_To do:_ Pull every line from the records that has the word "Muñoz" in it.

Stored items
*****

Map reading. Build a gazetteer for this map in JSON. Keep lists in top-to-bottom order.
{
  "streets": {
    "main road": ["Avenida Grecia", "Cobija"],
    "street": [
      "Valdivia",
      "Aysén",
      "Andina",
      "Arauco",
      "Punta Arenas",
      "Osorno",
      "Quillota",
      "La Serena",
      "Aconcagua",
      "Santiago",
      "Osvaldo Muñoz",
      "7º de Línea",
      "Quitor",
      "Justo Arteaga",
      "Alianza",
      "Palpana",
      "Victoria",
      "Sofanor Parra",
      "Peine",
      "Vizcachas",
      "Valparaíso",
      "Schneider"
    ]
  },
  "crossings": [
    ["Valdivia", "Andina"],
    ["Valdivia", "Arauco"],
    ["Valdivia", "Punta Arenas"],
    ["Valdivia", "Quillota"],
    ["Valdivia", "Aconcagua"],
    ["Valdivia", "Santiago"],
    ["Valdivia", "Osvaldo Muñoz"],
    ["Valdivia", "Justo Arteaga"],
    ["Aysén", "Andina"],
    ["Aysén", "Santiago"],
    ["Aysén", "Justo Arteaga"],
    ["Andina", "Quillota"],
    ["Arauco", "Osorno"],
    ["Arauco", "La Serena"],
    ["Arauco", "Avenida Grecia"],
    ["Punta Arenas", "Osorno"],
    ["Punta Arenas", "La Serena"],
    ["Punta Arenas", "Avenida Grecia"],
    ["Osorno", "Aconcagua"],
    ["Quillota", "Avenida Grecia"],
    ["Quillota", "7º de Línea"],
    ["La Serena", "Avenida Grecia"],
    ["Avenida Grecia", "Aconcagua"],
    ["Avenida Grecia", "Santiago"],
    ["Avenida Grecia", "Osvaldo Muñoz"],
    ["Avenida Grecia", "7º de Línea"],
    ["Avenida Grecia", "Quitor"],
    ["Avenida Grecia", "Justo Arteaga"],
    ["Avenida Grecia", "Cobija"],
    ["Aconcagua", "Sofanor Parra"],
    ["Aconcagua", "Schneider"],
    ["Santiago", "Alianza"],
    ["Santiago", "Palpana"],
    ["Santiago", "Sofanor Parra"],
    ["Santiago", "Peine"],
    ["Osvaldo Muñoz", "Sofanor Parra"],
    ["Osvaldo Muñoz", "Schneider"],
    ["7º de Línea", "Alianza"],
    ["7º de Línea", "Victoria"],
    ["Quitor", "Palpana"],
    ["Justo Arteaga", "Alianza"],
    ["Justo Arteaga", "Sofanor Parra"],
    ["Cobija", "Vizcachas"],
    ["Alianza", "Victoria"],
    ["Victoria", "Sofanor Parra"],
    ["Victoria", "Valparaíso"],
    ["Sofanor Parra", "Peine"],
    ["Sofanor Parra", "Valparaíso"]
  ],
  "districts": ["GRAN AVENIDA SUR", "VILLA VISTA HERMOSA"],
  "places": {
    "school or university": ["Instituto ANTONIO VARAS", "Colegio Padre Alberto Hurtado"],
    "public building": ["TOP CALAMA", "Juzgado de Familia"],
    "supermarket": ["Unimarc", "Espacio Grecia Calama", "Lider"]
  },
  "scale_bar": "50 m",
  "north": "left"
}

*****

_Answer to this exercise:_
      "Osvaldo Muñoz",
    ["Valdivia", "Osvaldo Muñoz"],
    ["Avenida Grecia", "Osvaldo Muñoz"],
    ["Osvaldo Muñoz", "Sofanor Parra"],
    ["Osvaldo Muñoz", "Schneider"],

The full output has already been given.